Northern, WI 04/17/2013 (usastockreport) – Reported first-quarter profits of The Coca-Cola Company (NYSE:KO) (Closed: $42.37, Up by 5.69%) have exceeded analyst projections as sales volumes in Latin America rose. The company has also announced that it will be selling some of its distribution rights for bottling, in North America. In a statement the company said that its net income dropped from $2.05 billion or 45 cents per share that it stood at , a year earlier, to $1.75 billion by 15 percent or 39 cents per share. Its profits stood at 46 cents per share with the exclusion of some items and exceeded the average analyst estimate of 44 cents.
One step at a time
New package sizes have been introduced in Latin America by Muhtar Kent the Chief Executive Officer to emphasize Powerade and Del Valle juices the soft drinks branded by Coca-Cola. Kent has been streamlining distribution in North America and the company has said that under the new agreement, it will retain manufacturing. However, it will sell and swap a few distribution rights amongst five franchise bottlers who are considerably smaller.
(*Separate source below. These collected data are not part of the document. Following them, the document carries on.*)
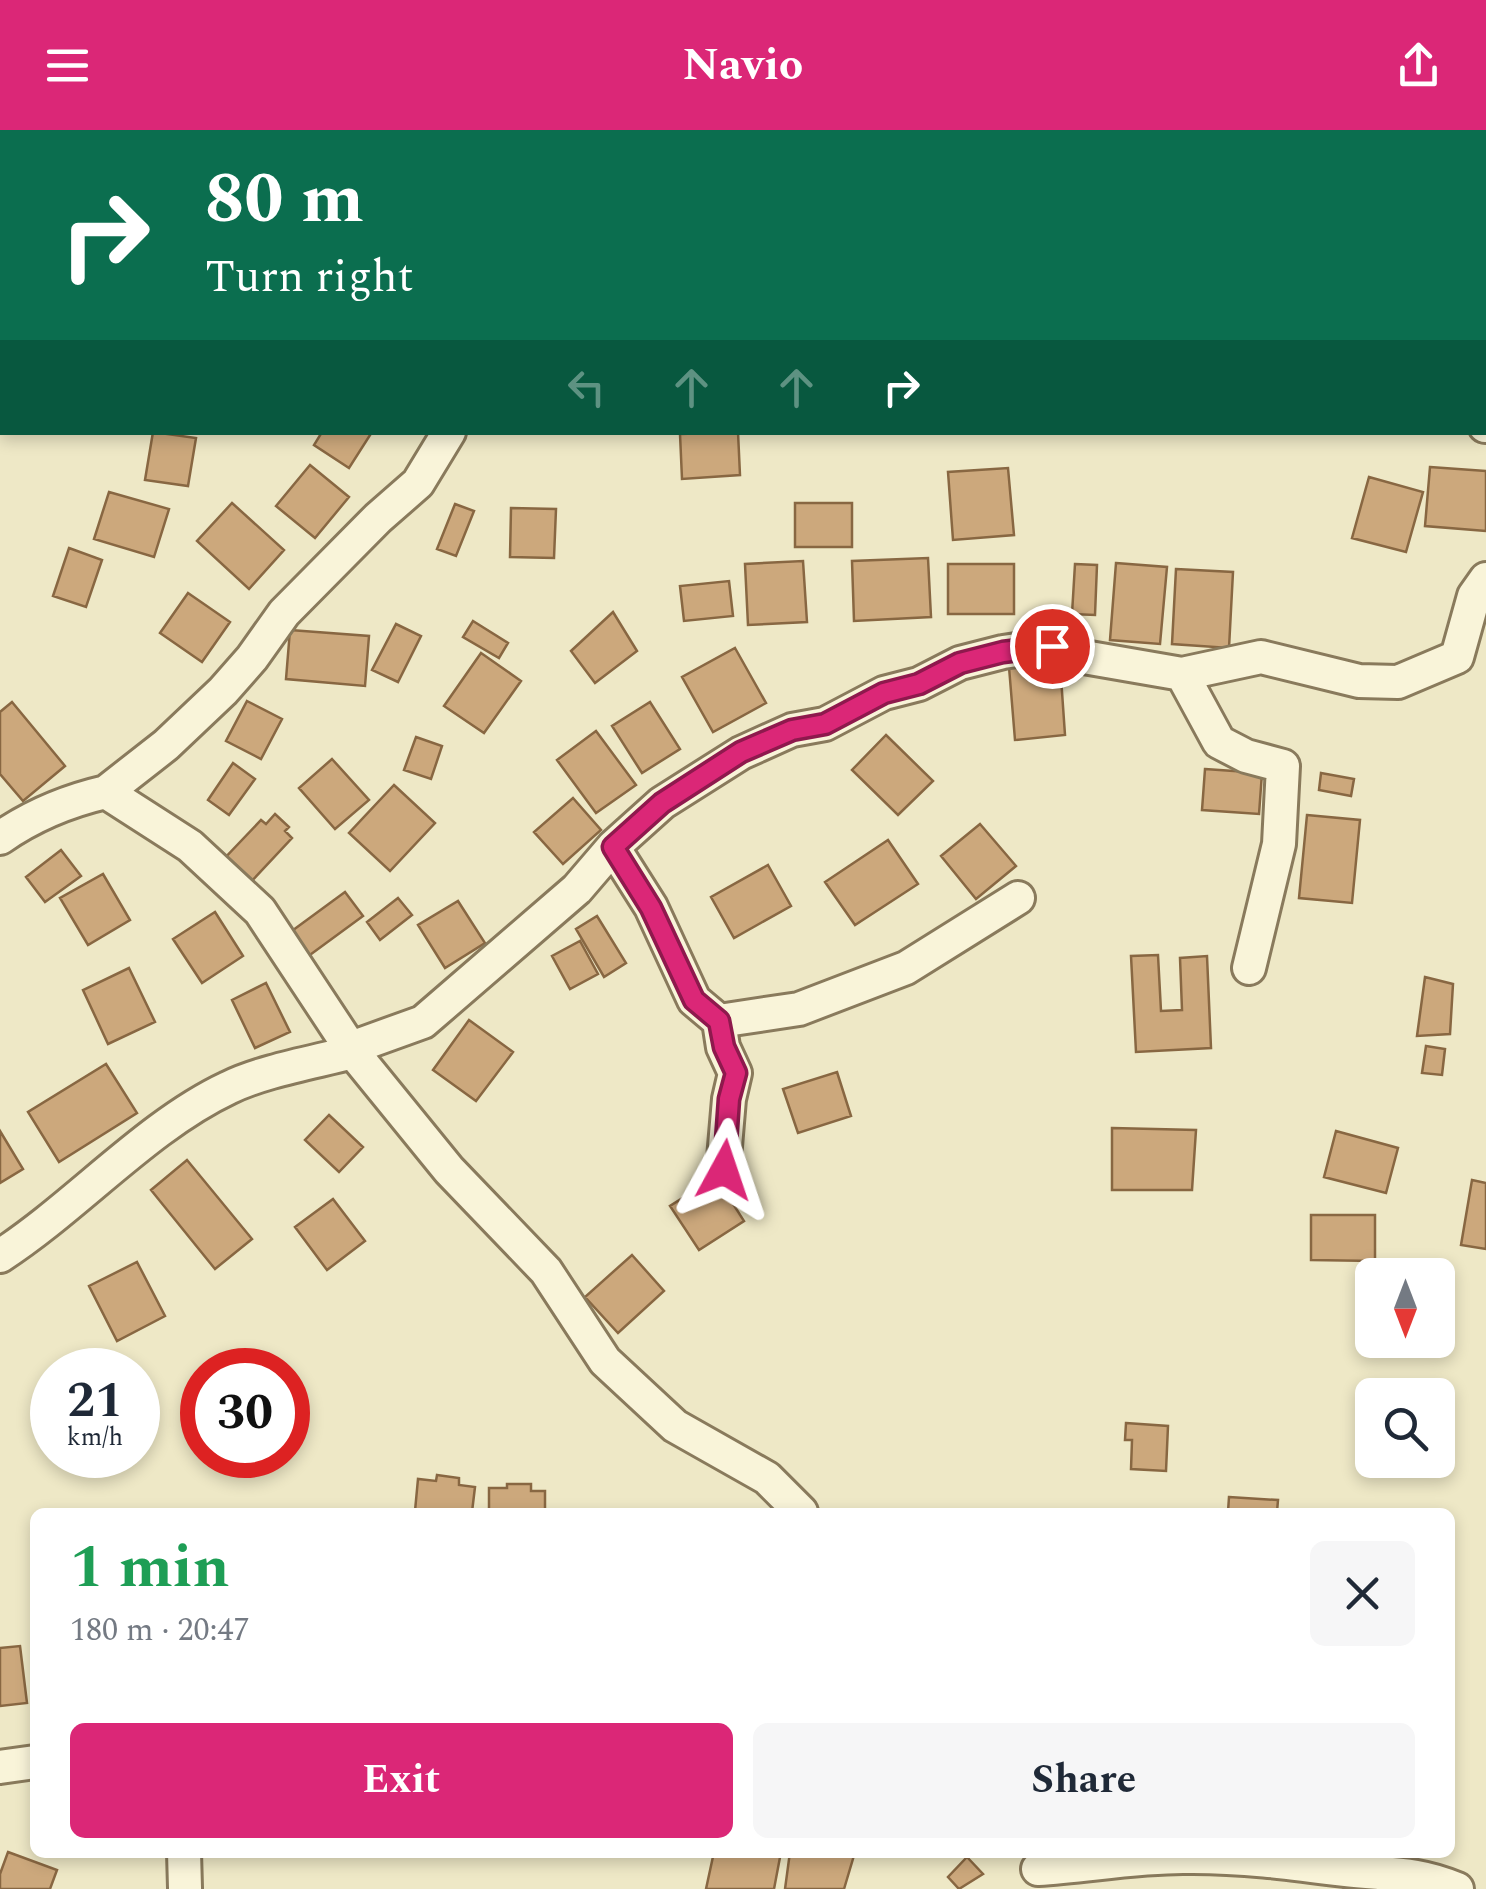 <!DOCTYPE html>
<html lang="en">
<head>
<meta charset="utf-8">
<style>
	:root { --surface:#fff; --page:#f6f6f7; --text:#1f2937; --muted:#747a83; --accent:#db2777 }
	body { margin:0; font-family:Spectral,serif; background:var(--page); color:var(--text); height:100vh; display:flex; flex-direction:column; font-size:38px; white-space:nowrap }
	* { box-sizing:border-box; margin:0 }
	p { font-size:32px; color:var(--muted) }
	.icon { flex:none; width:55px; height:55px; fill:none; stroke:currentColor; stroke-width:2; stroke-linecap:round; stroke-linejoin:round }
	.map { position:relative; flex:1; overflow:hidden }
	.drawer { position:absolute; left:30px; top:1378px; width:1425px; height:350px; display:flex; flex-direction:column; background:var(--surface); border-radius:15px; box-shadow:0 5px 15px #0003 }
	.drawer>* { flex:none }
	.guide { position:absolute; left:0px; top:0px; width:1488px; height:305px; box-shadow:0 5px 15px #0003; background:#0b6e4f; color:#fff; overflow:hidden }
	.needle { width:65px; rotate:180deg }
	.controls { position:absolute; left:1355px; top:1128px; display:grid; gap:20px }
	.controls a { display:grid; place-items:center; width:100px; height:100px; border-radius:15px; background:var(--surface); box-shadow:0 5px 15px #0003; font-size:50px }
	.speed { position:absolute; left:30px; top:1218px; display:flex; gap:20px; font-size:50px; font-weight:700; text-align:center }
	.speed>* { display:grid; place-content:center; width:130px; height:130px; border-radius:50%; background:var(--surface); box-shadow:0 5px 15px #0003; line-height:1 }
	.speed small { font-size:25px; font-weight:400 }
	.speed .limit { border:15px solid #d22; background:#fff; color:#111 }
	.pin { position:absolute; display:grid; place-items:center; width:85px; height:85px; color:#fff; margin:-42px; border:5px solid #fff; border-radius:50%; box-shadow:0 2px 10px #0007 }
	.me { position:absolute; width:110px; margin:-55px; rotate:5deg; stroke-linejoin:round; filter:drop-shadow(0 0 8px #0008) }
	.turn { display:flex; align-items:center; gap:35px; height:210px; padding:0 40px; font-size:45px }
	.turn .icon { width:130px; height:130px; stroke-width:2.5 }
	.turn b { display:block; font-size:70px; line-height:85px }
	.lanes { display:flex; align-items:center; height:95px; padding:0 40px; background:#0003; justify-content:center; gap:50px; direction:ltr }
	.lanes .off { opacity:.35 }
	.round { display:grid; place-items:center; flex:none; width:105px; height:105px; border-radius:15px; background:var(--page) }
	.overview { display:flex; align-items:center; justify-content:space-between; height:170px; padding:0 40px }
	h1 { font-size:60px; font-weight:700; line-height:75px; color:#1e9e55 }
	.cta { display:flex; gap:20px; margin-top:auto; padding:20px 40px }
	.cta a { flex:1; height:115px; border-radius:15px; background:var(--accent); color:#fff; font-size:40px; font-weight:700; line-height:115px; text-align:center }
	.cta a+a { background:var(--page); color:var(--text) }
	header { display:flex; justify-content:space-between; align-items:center; height:130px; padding:0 40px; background:var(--accent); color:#fff; font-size:45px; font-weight:700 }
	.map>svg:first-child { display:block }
	.building { fill:#cca87c; stroke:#886742; stroke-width:2.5 }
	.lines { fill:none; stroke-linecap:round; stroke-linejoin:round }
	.street-casing { stroke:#897a5c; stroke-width:38 }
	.street { stroke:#f9f4d9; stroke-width:32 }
	.route-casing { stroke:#8e194d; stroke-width:25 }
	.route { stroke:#db2777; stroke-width:18 }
</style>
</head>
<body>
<header><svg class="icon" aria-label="menu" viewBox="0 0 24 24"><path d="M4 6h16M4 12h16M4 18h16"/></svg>Navio<svg class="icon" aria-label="share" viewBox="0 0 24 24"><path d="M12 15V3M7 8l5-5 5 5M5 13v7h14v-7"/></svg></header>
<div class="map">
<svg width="1486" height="1759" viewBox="0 0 1486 1759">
	<rect width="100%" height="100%" fill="#eee8c6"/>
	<path class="building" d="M153,302l43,6 -8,48 -43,-6z
		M322,302h50l-23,36 -35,-23z
		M738,302l2,43 -58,4 -2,-45z
		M310,335l39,32 -34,41 -39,-32z
		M1430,337l56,4v60l-61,-5z
		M1008,338l6,67 -61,5 -5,-68z
		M1369,347l54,15 -17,60 -54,-14z
		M109,362l60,17 -15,48 -60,-18z
		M232,373l52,47 -35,39 -52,-48z
		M795,373h57v44h-57z
		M455,374l19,7 -18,45 -19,-7z
		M511,378l45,1 -2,49 -44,-1z
		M69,418l33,12 -16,47 -33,-11z
		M928,428l3,59 -77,4 -2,-60z
		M803,431l4,61 -59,3 -3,-61z
		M1116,433l51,4 -7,77 -50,-4z
		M948,434h66v50h-66z
		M1075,434l22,1 -2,50 -23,-1z
		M1176,439l57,3 -4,76 -57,-4z
		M729,451l4,35 -49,5 -4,-35z
		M188,463l42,29 -28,40 -42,-29z
		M613,482l24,39 -42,32 -24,-32z
		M473,491l35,22 -9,15 -36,-21z
		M396,494l25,12 -23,46 -26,-12z
		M290,500l79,6 -4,50 -79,-7z
		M735,518l31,55 -53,29 -31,-55z
		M481,523l40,28 -37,52 -40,-27z
		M1060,533l5,72 -50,5 -6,-73z
		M247,571l35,18 -21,40 -35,-18z
		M12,572l53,64 -42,35 -23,-27v-62z
		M650,572l30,47 -38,24 -30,-47z
		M596,601l40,54 -40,28 -39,-53z
		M886,605l47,46 -35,34 -46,-45z
		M416,607l26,9 -11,33 -27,-9z
		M332,629l37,41 -34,29 -36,-41z
		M233,633l22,16 -26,36 -21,-15z
		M1205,639l57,4 -3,41 -57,-4z
		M1321,643l33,6 -3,17 -32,-6z
		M394,655l41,38 -45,48 -41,-38z
		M573,668l28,32 -38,34 -29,-32z
		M275,684l14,13 -4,4 7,7 -44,47 -26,-24 39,-41 5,4z
		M1307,685l53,5 -8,83 -53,-5z
		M980,694l36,42 -40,33 -35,-43z
		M888,710l30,44 -63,41 -30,-43z
		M61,720l20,26 -36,26 -19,-25z
		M768,735l23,41 -57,32 -23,-41z
		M103,744l27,46 -42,25 -28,-47z
		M345,762l18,24 -60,44 -18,-24z
		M398,768l14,17 -32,25 -13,-18z
		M458,771l27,42 -40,25 -27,-43z
		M215,782l28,44 -41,27 -29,-44z
		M597,786l29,47 -22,14 -28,-48z
		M580,811l18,33 -28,15 -18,-33z
		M1158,825l3,56 21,-1 -2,-52 27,-2 4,92 -75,4 -5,-96z
		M129,838l26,54 -47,22 -25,-54z
		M1425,847l28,7 -3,50 -33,2z
		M266,853l24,49 -35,16 -23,-48z
		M469,890l44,32 -37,49 -43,-31z
		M1426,916l19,3 -3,26 -20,-2z
		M106,934l31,49 -78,49 -31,-50z
		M837,942l14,44 -53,17 -15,-44z
		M329,985l34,32 -24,25 -34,-32z
		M1112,998l84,2 -4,60h-80z
		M0,1001l23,38 -23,14z
		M1336,1001l62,17 -12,45 -62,-16z
		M187,1030l65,79 -37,30 -64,-79z
		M716,1047l28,44 -45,29 -29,-44z
		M1472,1050l14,3v66l-25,-4z
		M333,1069l32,42 -38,29 -32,-43z
		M1311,1085h64v46l-64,-1z
		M632,1125l32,36 -46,42 -33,-36z
		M137,1132l28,54 -48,25 -28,-55z
		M1126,1293l42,3 -2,45 -35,-2 1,-29h-7z
		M437,1345l22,3v7l16,2 -3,25 -57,-1 3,-32 18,2z
		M507,1354h24v7h14v21h-56v-24h18z
		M1229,1367l49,3 -1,12h-49z
		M20,1516l7,57 -27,3v-58z
		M8,1722l49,18 -7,19h-50v-15z
		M714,1722h67l-7,37h-68z
		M790,1722h65l-11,37h-59z
		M967,1727l16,17 -24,15 -11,-12z"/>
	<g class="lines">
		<defs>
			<path id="street" d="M0,180h2
				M1485,296h1
				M1182,544l79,-17 98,24 39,1 59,-25 17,-61 12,-17
				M106,662l60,-47 57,-54 29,-33 32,-45 94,-95 40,-35 31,-51
				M0,708c33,-23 67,-37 106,-46l84,54 70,65 93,141 96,118 97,101 59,90 70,65 92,52 34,34
				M613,717l38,60 43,93 25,21 80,-12 107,-41 112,-70
				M719,891l4,26 12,26 -6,26 -6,71
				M0,1126c77,-50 147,-130 228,-168 34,-17 87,-26 125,-36l9,-8 61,-22 154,-133 36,-42 49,-44 79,-50 51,-23 33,-6 59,-31 35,-9 41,-21 43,-11 48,-7 27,11 104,18 37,68 27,14 37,10 -4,78 -30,124
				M0,1637l35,-5
				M184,1722l1,36
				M1038,1739c48,-3 97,-12 145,-12 55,-1 108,6 161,13 42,5 71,1 113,19"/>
		</defs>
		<use href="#street" class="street-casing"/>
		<use href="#street" class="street"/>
	</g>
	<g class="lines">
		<defs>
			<path id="route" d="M724,1040l5,-71 7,-26 -12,-26 -5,-26 -25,-21 -43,-92 -38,-61 49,-44 79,-51 51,-22 33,-6 59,-31 35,-9 41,-21 43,-11 49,-6"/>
		</defs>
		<use href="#route" class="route-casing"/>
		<use href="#route" class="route"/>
	</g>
</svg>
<div class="controls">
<a><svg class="needle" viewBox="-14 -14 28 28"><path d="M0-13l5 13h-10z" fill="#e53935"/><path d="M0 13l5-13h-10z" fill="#747a83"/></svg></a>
<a><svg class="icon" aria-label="search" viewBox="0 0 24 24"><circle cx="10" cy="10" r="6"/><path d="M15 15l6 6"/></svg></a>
</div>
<div class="speed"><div>21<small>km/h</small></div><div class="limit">30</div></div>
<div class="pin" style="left:1052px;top:516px;background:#d93025"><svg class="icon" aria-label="arrive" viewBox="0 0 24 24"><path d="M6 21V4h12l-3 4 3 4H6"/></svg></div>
<svg class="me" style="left:724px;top:1040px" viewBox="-20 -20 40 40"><path d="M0-17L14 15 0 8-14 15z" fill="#db2777" stroke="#fff" stroke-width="4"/></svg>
<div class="guide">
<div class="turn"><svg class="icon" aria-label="right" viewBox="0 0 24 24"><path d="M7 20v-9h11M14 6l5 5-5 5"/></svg><div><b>80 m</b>Turn right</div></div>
<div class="lanes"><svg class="icon off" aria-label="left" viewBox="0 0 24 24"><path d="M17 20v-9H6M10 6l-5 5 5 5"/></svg><svg class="icon off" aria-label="ahead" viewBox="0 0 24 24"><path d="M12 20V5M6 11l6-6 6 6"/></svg><svg class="icon off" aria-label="ahead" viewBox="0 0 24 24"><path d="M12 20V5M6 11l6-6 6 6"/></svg><svg class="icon" aria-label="right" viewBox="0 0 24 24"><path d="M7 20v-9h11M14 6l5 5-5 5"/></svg></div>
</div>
<section class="drawer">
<div class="overview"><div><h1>1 min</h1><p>180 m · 20:47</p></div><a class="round"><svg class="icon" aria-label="close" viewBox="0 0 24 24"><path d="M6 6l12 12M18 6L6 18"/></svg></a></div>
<div class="cta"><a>Exit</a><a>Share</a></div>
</section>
</div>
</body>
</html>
Eventually a large part of the bottling operations will be divested and this is merely the first step in that direction. Analysts are of the opinion that Coca-Cola does not want distribution assets as capital intensive as these, to indefinitely show up on the balance sheet.
The cola demand
Since 2010, when the company reacquired the Coca-Cola Bottling Co. Consolidated (NASDAQ:COKE) (Closed: $60.56, Up by 4.40%) operations in North America, it has been in efforts to restructure its distribution in the United States. Close to 80 percent of the volume of drinks that are sold are bottled here. There was a 4 percent rise in beverage volumes in Latin America with Brazil and Mexico in the lead. There has been very little change in the volume that is consumed in Europe primarily due to the weak spending and consumer confidence as well as poor weather conditions.
In expansion mode
The company said that Coca-Cola Bottling Co. Consolidated (NASDAQ:COKE) (Closed: $60.56, Up by 4.40%), Swire Coca-Cola USA, Coca-Cola Bottling Company United Inc., Corinth Coca-Cola Bottling Works Inc and Coca-Cola Bottling Company High Country are the five bottlers who will be getting additional expanded territories while there may be more expansions in the pipeline. Around 75 percent of the U.S sales volume will eventually be distributed.